Pandangan mengenai kondisi ekonomi Indonesia terus menarik perhatian, terutama terkait kebijakan yang diambil pemerintah dalam mendorong pertumbuhan. Menurut LPEM FEB UI, suntikan likuiditas sebesar Rp200 triliun dan penurunan suku bunga acuan oleh Bank Indonesia belum cukup untuk mendorong permintaan di pasar, terlihat dari masih rendahnya angka inflasi inti.

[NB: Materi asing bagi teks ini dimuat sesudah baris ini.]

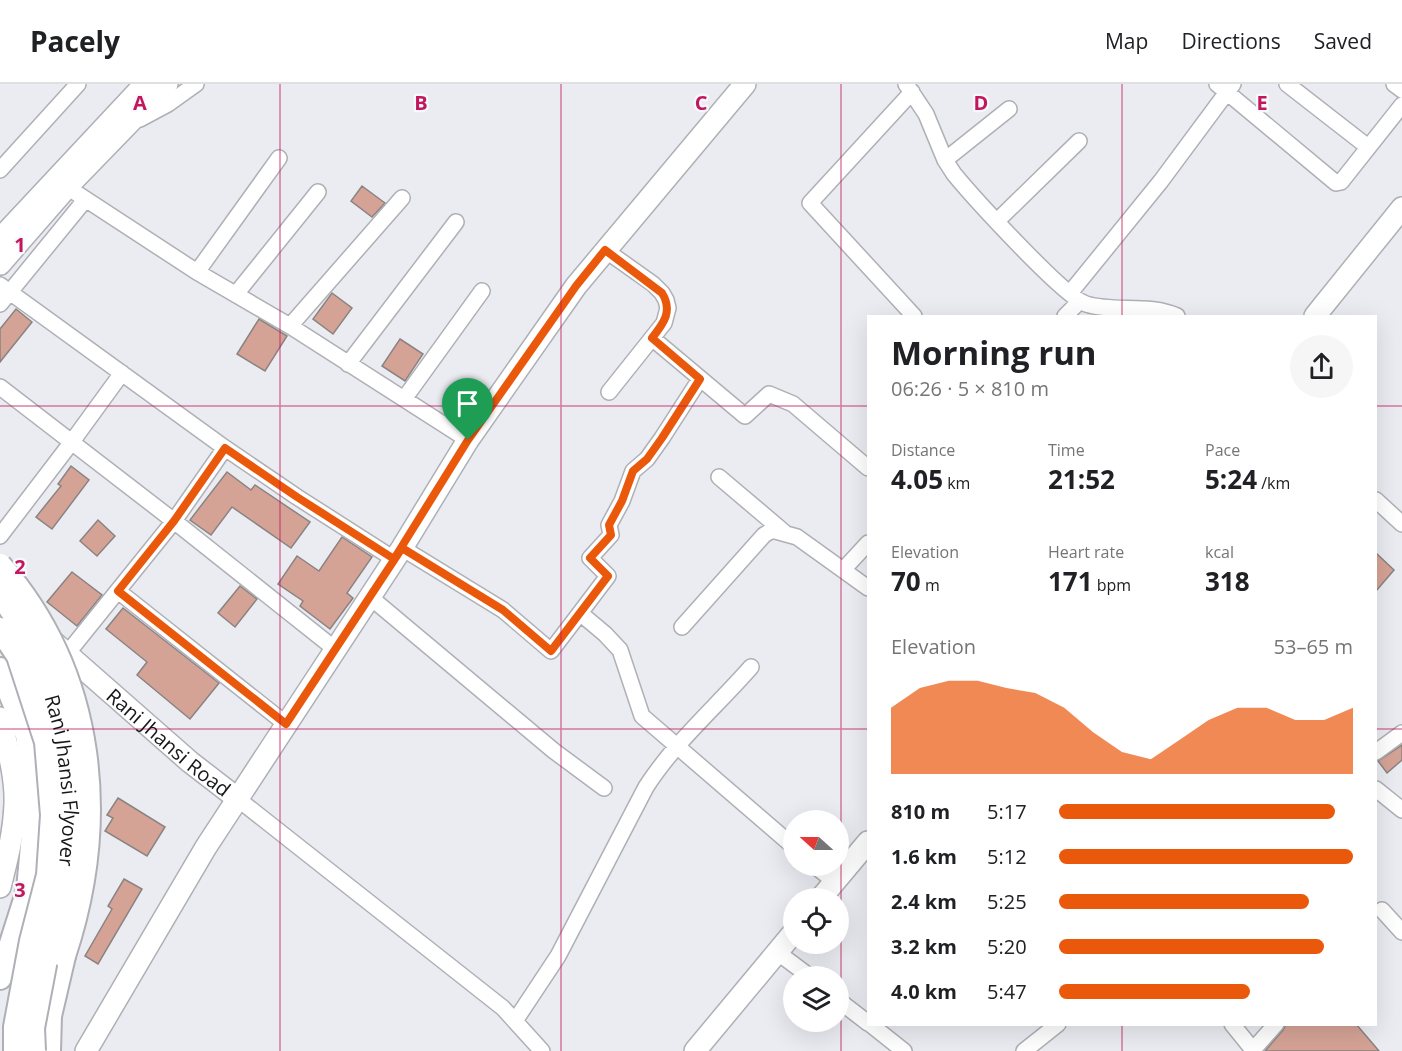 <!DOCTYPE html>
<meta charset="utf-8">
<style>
:root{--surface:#fff;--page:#f6f6f6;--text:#202124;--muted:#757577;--line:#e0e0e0;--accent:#ea580c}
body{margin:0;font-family:"Open Sans",sans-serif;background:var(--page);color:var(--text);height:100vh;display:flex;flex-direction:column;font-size:22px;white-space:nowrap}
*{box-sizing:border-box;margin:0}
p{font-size:20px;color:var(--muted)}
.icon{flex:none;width:33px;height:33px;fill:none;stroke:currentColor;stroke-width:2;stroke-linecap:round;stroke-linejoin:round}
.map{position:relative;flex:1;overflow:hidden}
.sheet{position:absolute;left:867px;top:231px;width:510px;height:711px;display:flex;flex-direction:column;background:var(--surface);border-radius:0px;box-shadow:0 6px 24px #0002}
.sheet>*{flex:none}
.needle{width:39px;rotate:291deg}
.tools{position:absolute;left:783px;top:726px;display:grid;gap:12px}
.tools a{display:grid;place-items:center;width:66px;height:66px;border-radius:50%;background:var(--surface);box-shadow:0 6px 24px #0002;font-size:30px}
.pin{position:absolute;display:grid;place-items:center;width:51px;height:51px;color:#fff;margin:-62px -26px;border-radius:50% 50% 50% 0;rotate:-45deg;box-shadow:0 0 6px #0007}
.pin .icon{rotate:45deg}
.round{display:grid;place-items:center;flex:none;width:63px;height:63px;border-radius:32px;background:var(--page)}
.overview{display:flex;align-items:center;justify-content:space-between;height:102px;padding:0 24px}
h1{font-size:33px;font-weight:700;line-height:45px}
.stats{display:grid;grid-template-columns:repeat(3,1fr);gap:9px;height:102px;padding:6px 24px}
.stats div{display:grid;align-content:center}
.stats b{font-size:26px;font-weight:700}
.stats small{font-size:16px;font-weight:400}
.stats p{font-size:16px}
.chart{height:168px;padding:12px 24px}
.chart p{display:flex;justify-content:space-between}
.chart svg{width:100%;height:108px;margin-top:6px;fill:var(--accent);opacity:.7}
ul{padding:0 24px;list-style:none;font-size:20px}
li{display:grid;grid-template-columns:96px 72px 1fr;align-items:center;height:45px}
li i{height:15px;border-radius:8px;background:var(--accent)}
header{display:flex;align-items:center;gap:36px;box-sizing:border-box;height:84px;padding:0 30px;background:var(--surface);border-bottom:2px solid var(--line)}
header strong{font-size:28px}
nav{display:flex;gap:33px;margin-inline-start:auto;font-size:21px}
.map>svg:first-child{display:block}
.building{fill:#d5a396;stroke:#8a8382;stroke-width:1.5}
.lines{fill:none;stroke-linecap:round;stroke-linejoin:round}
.street-casing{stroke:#aeb0b5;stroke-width:18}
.secondary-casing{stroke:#aeb0b5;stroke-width:24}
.primary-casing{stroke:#aeb0b5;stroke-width:26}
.street{stroke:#fff;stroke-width:15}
.secondary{stroke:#fff;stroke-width:21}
.primary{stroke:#fff;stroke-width:22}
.primary-bridge-casing{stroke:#aeb0b5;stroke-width:26;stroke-linecap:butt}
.primary-bridge{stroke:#fff;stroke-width:22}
.route-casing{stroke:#fff;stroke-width:12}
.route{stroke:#ea580c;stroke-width:8}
.grid{fill:none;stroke:#c2185b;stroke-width:1.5;stroke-opacity:0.55}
.labels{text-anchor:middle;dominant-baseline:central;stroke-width:4.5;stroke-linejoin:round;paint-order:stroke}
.street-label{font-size:20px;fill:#171719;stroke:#f8f9fe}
.grid-label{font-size:20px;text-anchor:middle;font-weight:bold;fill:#c2185b;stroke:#f8f9fe;stroke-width:4.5;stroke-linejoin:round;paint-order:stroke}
</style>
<header>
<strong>Pacely</strong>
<nav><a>Map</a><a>Directions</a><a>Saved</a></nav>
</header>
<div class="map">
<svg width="1402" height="967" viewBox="0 0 1402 967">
<rect width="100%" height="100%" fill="#ebecf2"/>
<path class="building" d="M362,102L385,119L372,133L351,117Z
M332,209L352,224L333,250L313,235Z
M16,225L32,238L0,278V245Z
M259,235L287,252L265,287L237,270Z
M400,255L423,270L405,297L382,282Z
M71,382L89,396L52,445L36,433L61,402L58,400Z
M227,388L251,406L255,401L310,438L291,464L232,423L211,451L190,436Z
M98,436L115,452L97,472L80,457Z
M342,453L372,473L347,509L353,514L330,545L300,522L303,517L278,500L297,472L319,487Z
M1376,469L1394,486L1376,507Z
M72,488L102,511L77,542L47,518Z
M240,502L257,515L235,543L218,529Z
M123,524L219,599L190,635L137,591L147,578L106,545Z
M1402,661V676L1387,689L1378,677Z
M118,714L165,743L147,772L105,747L113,734L107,731Z
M124,795L142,805L98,880L85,872L112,825L108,822Z
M1286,940H1356L1379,967H1265L1283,946Z"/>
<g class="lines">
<defs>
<path id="street" d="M906,0L926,30L945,76L954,90C973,113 1064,213 1086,220C1115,229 1149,219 1177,232
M1217,0L1336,99L1341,98L1402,21
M1287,0L1368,63
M1394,0L1402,6
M912,8L810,119L914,232
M140,35L168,20L196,0
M945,76L1009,25
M0,86L78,0
M67,103L197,188L290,242L468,356
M997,137L1079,57
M605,166L653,200L662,209L666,216L668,224L664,239L609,308
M197,188L279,74
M0,201L225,364L297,413L394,475
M1070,209L1161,97L1233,0
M236,210L318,108
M0,220L85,116
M1065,232L1079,218
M290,242L402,114
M652,254L745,332L769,310L793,320L868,384
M348,280L456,138
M0,303L174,437L335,565
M404,315L482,207
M719,393L784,448
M1376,416L1402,440
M0,452L71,359L122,289
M402,464L503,526L551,567L580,529L605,550L620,566L642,632L794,763
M843,486L868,459
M118,507L286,640
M370,513L554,667L604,704
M580,529L608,492L590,474L611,451L609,441L622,417L633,387L647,375L662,354L700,295
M682,543L764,451L772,446L797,453L868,504
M66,571L174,437L225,364
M1376,668L1402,649
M1376,705L1402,726
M238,715L503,924L542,967
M815,782L835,798
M1382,826L1402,848
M777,868L809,892
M838,916L868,939
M515,937L558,872L646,703C675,658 716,623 751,583
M870,940L904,967
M1232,940L1253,966
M1024,967L1058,940
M1252,967L1276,940"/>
<g id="secondary">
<path d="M0,155L145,0"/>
<path d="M0,180L67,103L167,0"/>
<path d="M1315,232L1402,124"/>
<path id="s1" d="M51,556L190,678L238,715"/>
<path d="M0,634C7,662 16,691 15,720C14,748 7,776 0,803"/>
<path d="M821,814L868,758"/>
<path d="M86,967L206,763L402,464L468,356L576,202L745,0"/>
<path d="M695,967L794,848"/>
</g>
<path id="primary" d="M0,585L27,651L36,716L28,806L0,894
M49,967L50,932L64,872"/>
</defs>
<use href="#street" class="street-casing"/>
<use href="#secondary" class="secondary-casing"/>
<use href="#primary" class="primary-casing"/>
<use href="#street" class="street"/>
<use href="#secondary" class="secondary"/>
<use href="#primary" class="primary"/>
<defs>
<g id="primary-bridge">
<path d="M0,481C96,591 109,737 64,872"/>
<path id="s2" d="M0,509L34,562L51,606L63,650L72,727L66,794L49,860L33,944L34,967"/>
<path d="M0,545L18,572L46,658L52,731L48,791L31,857L15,943V967"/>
</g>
</defs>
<use href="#primary-bridge" class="primary-bridge-casing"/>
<use href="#primary-bridge" class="primary-bridge"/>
</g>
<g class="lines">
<defs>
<path id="route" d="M468,356L394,475L297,413L225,364L174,437L118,507L286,640L402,464L503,526L551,567L608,492L590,474L611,451L609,441L622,417L633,387L647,375L662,354L700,295L652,254C664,239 673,227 662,209L605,166L576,202L468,356"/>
</defs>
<use href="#route" class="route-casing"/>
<use href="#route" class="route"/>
</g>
<path class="grid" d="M280,0V967M561,0V967M841,0V967M1122,0V232M0,322H868M1376,322H1402M0,645H868M1376,645H1402M1122,940V967"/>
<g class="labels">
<g class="street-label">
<text stroke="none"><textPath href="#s1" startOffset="156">Rani Jhansi Road</textPath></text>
<text stroke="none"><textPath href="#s2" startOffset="202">Rani Jhansi Flyover</textPath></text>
</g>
</g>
<g class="grid-label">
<text x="140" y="26">A</text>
<text x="421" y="26">B</text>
<text x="701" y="26">C</text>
<text x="981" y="26">D</text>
<text x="1262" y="26">E</text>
<text x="20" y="168">1</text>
<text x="20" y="490">2</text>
<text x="20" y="813">3</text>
</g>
</svg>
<div class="tools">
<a><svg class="needle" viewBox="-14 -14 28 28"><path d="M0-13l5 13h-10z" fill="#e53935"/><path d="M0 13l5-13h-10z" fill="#757577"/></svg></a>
<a><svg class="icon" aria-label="locate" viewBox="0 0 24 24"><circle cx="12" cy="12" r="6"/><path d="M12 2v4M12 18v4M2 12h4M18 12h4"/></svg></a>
<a><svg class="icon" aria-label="layers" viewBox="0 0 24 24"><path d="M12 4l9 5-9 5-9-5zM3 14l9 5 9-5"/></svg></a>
</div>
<div class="pin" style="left:468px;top:356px;background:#1e9e55"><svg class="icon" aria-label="arrive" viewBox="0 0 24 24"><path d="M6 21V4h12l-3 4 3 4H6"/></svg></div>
<section class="sheet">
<div class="overview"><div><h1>Morning run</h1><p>06:26 · 5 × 810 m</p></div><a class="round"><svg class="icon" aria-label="share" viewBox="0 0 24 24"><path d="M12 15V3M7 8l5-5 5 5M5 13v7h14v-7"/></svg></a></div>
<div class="stats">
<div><p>Distance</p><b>4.05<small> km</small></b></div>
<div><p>Time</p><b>21:52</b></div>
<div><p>Pace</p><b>5:24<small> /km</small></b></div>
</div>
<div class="stats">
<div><p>Elevation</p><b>70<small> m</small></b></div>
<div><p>Heart rate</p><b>171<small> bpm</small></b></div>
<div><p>kcal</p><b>318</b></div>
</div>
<div class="chart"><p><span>Elevation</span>53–65 m</p>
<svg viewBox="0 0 160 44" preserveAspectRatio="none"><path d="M0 44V17L10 9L20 6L30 6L40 9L50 11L60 17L70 27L80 35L90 38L100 30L110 22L120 17L130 17L140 22L150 22L160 17V44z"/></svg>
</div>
<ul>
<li><b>810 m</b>5:17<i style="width:94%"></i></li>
<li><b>1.6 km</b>5:12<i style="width:100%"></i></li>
<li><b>2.4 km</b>5:25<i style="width:85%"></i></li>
<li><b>3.2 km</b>5:20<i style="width:90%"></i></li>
<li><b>4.0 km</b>5:47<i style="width:65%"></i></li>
</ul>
</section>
</div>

“Meskipun adanya likuiditas yang disuntikkan ke bank Himbara dan pemangkasan suku bunga kebijakan hingga mencapai 4,75% di September 2025, inflasi inti belum menunjukkan tren perbaikan,” terang LPEM FEB UI dalam laporannya. Situasi ini menggambarkan bahwa likuiditas yang diberikan belum sepenuhnya berkonversi menjadi permintaan konsumen untuk barang dan jasa.
Dari data yang dihimpun Badan Pusat Statistik (BPS), inflasi inti pada September tahun ini tercatat sebesar 2,19% year-on-year (yoy). Meskipun terdapat peningkatan 0,02 basis poin dari Agustus, angka tersebut masih jauh dari target yang diharapkan.
Analisis Perubahan Inflasi dan Dampaknya pada Daya Beli Masyarakat
Angka inflasi umum mengalami pertumbuhan yang lebih baik, mencapai 2,65% yoy, melaju 0,34 basis poin dari bulan sebelumnya. Hal ini menunjukkan adanya perbedaan signifikan antara inflasi inti dan inflasi umum, yang disebabkan oleh faktor lonjakan harga kelompok pangan bergejolak.
Kelompok pangan bergejolak sering kali tidak masuk dalam perhitungan inflasi inti, sehingga angka inflasi inti lebih mencerminkan daya beli masyarakat. “Pemicu kenaikan inflasi kali ini tidak berasal dari harga yang diatur oleh pemerintah, tetapi lebih kepada tekanan dari kelompok pangan bergejolak,” ungkap LPEM FEB UI.
Dalam konteks ini, penting untuk memahami bahwa naiknya harga pada inflasi tidak selalu diiringi dengan peningkatan kapasitas produksi. Ketidaksesuaian ini dapat berujung pada inflasi yang berkepanjangan dan mengurangi daya beli masyarakat.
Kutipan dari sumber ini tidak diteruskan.